Transaction level locks on resources in the repository persist only for the
duration of the transaction. (To further the RCS analogy, the RCS checkout
and checkin operations are transactions.) Because locking is required,
deadlocks are possible. Therefore, transaction "code" must process deadlock
errors. (Deadlock errors should be retried by restarting the transaction
from the beginning. The server guarantees that retrying deadlock errors will
not result in an infinite waste of processing -- progress will always be
made in the overall mix of transactions.)

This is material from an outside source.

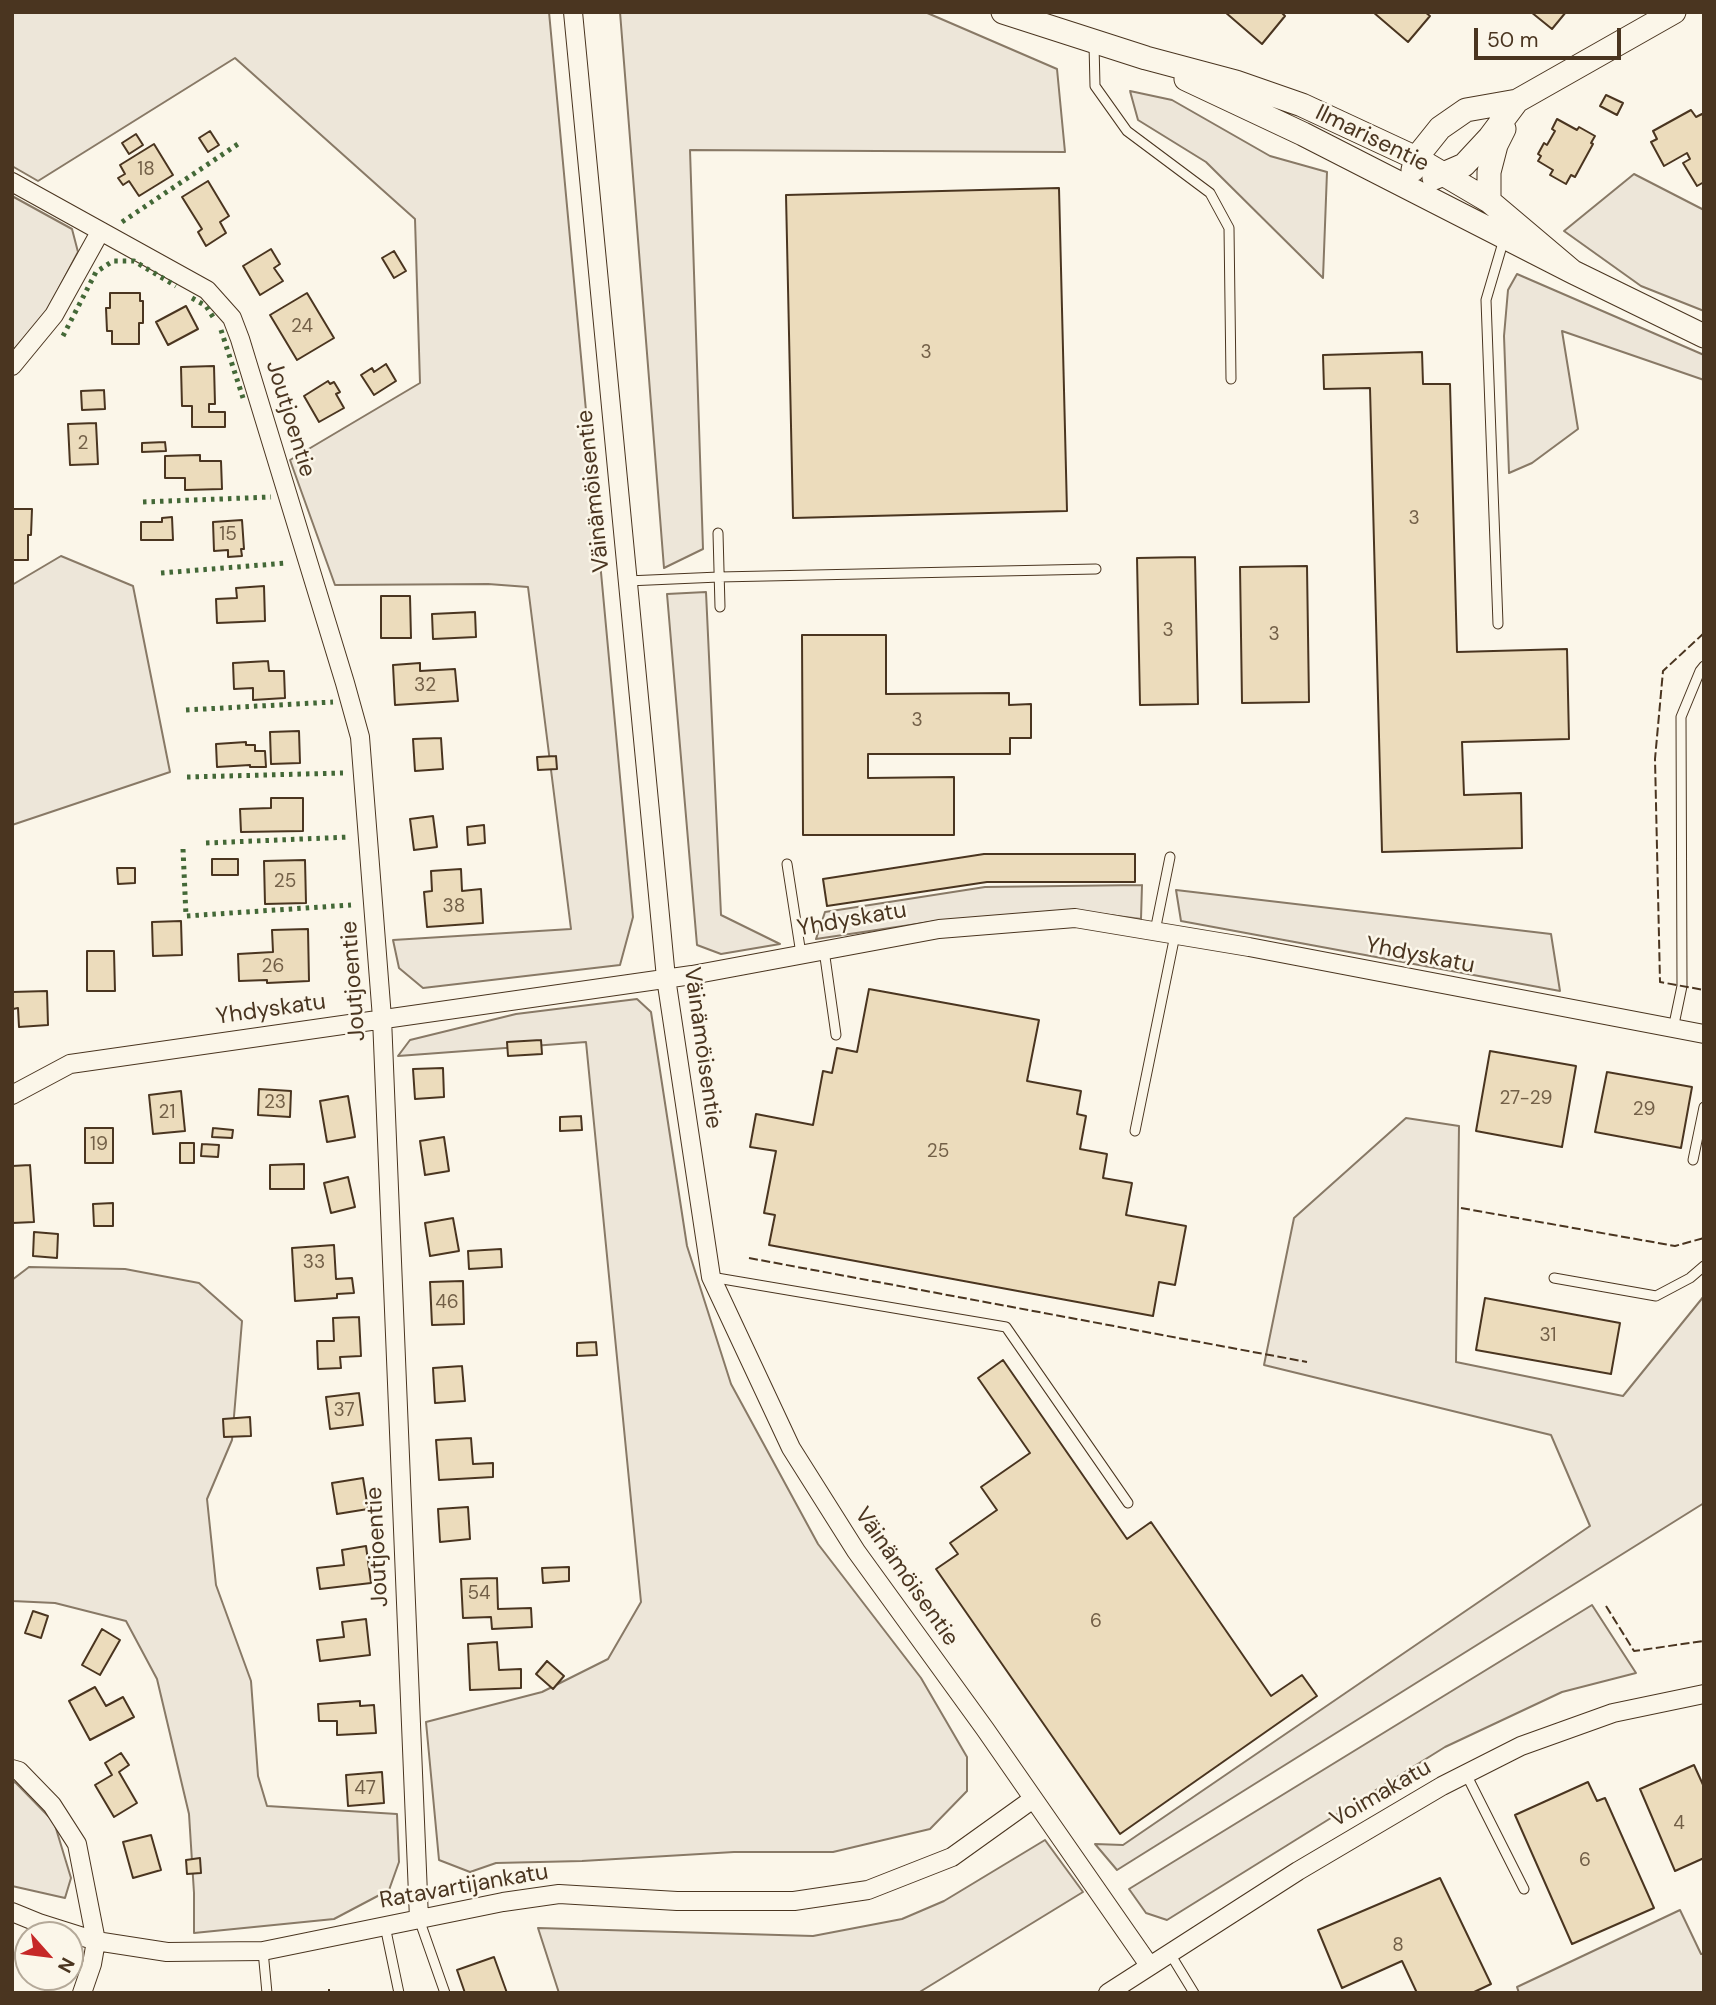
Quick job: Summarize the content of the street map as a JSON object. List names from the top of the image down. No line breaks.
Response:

Once the client receives notification that the transaction has completed
successfully, the transaction is reflected permanently in the repository,
even if there is a server crash immediately afterward. In general that
requires the server to log the changes the transaction makes, and, when
restarting after the crash, to apply the redo and undo log records (i.e.,
the after and before images) to the repository. The recovery process makes
the repository reflect all the transactions that were completely finished,
but reflect nothing at all from the transactions that were in progress when
the crash occurred. Two phase locking is necessary for application of the
recovery log to get the repository back into the exact state it was when the
system crashed as opposed to some other state.

Alan Babich

-----Original Message-----
From: Dennis E. Hamilton [] 
Sent: Friday, September 13, 2002 8:31 AM
Cc: Babich, Alan; Roy T. Fielding; Jim Whitehead; Gary Cowan; 'B. Shadgar';
Pill, Juergen
Subject: Proposal: WebDAV and transactions - stepping back to requirements


It seems to me that the conversation on transactions is looking at different
approaches to something that might be transactions and comparing those
possible implementations without being sure that we are talking about the
same concept for transactions and whatever the requirements might be in the
context of WebDAV.

I think it is very valuable at this point to stand back and investigate
exactly what is required for transactions and what the constraints on their
support would be for WebDAV.

Here are some things that I noticed in thinking about this.  Subject-matter
experts would have something more useful to say:


I think there needs to be agreement at this level.  This is a key point of
understanding before being able to proceed.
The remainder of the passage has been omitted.